In colder climates, such as Wisconsin, Minnesota or Iowa, above-ground active digesters, which typically add heat and mixing, are more common. Temperature-controlled active digesters will produce methane year-round. In-ground passive systems have at least some seasonality. Adding heat or energy for mixing in active digesters worsens the CI score, but this can be offset if it increases methane production.
Lagoon management
How a farmer manages a lagoon also has an impact on CI scoring. Periodically, a lagoon must be cleaned out to prevent buildup of inorganic solids that don’t decompose. Since upstream solid separation is more common on dairy farms than on swine farms, close attention should be paid to the quantity of volatile solids that don’t end up in the lagoon. This negatively impacts the level of methane avoidance and the CI score.
Project efficiency
Overall project efficiency also impacts CI scoring. This is determined by comparing the amount of methane captured from the digester with the amount converted into pipeline-quality RNG.
Impediments to efficiency range from biogas leakage at the digester (fugitive losses) to processing losses, which may occur during upgrading, such as emergency flaring. Imbalances between inputs of raw methane and output of RNG impair the CI score, highlighting how mitigating losses is crucial to a project’s success.

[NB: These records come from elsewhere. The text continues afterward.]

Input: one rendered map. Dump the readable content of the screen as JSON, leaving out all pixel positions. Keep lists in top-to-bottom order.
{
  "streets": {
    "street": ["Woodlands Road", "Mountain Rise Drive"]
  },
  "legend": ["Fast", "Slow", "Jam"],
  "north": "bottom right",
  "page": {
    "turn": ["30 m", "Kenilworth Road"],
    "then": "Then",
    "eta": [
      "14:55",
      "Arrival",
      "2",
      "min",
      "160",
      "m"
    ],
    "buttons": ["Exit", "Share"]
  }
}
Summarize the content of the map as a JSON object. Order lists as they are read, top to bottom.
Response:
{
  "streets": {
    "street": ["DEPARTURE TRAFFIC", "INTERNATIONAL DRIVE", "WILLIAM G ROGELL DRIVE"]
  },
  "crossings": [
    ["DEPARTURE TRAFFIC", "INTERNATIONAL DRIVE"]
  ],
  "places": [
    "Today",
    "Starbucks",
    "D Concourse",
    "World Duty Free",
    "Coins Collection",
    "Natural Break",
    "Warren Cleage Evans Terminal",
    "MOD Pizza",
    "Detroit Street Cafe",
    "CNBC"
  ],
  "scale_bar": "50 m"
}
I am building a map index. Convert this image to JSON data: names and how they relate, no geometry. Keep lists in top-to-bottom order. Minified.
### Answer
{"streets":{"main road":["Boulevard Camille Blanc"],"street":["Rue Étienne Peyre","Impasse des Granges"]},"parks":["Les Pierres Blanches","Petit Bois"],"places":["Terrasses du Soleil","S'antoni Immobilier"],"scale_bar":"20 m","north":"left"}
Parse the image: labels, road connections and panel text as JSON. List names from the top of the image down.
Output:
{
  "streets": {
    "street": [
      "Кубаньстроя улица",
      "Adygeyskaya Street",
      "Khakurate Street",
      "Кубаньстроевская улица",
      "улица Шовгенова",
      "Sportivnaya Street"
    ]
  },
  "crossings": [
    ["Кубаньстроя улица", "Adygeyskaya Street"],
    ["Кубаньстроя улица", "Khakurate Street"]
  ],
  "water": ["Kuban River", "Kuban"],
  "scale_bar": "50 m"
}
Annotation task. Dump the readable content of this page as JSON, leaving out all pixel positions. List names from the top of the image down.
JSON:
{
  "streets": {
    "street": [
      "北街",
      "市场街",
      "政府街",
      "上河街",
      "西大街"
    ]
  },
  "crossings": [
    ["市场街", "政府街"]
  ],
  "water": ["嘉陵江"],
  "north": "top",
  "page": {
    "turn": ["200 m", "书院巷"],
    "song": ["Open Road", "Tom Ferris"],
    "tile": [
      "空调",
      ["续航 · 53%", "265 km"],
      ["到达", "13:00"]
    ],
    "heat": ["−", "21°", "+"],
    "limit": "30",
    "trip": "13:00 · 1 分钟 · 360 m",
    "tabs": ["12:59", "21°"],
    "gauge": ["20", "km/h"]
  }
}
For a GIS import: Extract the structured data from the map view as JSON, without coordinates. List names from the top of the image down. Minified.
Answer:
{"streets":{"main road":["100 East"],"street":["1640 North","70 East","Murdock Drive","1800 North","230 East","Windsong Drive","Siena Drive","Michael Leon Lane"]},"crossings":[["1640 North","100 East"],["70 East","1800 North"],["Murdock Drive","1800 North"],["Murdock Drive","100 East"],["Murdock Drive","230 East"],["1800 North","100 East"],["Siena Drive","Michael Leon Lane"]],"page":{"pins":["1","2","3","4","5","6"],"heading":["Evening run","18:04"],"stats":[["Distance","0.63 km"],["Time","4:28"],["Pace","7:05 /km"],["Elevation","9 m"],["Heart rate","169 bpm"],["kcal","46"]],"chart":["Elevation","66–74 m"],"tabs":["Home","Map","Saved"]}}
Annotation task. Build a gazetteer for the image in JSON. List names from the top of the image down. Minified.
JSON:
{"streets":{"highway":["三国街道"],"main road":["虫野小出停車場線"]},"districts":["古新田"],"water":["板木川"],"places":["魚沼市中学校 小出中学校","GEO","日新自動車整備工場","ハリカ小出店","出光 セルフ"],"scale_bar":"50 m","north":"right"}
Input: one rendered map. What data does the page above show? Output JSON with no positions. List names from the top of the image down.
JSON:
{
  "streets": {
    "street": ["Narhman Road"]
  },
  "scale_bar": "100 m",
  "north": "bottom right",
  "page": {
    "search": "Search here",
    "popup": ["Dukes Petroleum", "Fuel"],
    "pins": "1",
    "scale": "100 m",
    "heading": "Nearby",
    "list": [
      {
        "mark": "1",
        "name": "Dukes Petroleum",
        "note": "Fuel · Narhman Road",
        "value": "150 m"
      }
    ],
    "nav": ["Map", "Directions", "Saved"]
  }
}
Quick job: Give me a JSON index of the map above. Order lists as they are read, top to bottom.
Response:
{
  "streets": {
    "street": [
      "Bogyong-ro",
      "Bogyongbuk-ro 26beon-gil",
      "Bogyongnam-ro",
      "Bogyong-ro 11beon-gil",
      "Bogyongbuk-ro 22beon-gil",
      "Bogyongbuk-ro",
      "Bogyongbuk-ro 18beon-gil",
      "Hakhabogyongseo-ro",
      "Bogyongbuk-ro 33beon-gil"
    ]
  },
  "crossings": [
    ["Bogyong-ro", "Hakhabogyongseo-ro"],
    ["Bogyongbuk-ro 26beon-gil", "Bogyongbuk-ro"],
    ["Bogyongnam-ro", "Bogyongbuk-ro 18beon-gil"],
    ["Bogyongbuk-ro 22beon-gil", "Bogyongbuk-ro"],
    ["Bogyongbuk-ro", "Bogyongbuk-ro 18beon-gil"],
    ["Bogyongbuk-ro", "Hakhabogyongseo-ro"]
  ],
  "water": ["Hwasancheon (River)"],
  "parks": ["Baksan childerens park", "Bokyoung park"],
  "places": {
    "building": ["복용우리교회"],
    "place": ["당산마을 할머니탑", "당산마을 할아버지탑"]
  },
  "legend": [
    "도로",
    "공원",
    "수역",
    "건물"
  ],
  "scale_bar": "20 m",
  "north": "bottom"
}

Farmers can enhance operational efficiency and CI score by incorporating renewable energy inputs into the RNG supply chain. For example, wind and solar energy might be employed in active digesters where heat or mixing is required, offsetting the use of fossil-fuel energy. Likewise, if RNG is transported by road to a pipeline injection point, operating CNG-powered trucks instead of diesel-powered alternatives improves the CI score.
Perhaps most important are efficiency gains through economies of scale. A hub-and-spoke project design is a very effective way to minimize capital and operating expenditures while maximizing the CI score and RNG production. Adding more lagoons –spokes – to a single raw-biogas refining point – hub – is both cost-effective and efficient.
The Milford Swine project in Utah is a prime example of an effective hub-and-spoke model. The project was designed to connect dozens of individual lagoons with a single biogas refining unit via inexpensive, low-pressure piping, keeping costs low and scalability high. All the better, too, if a project is located proximal to a pipeline injection point, which can be found with a call to a local utility.
Though there are many elements to consider, opportunities to convert a farm’s waste stream into a profit center are immense. With lucrative credits available both from California’s LCFS market and the federal RIN market, investment now can likely have a payback period in less than four years, especially considering potential future opportunities in other states.
By taking steps to ensure RNG has a low CI score, the period from investment to return will be shortened and long-term profitability enhanced. Working with experienced partners who understand transportation fuel programs can help minimize regulatory challenges and maximize financial benefits.
PHOTO: This is an aerial view of an RNG operating facility on a dairy farm. Photo courtesy of Roeslein Alternative Energy.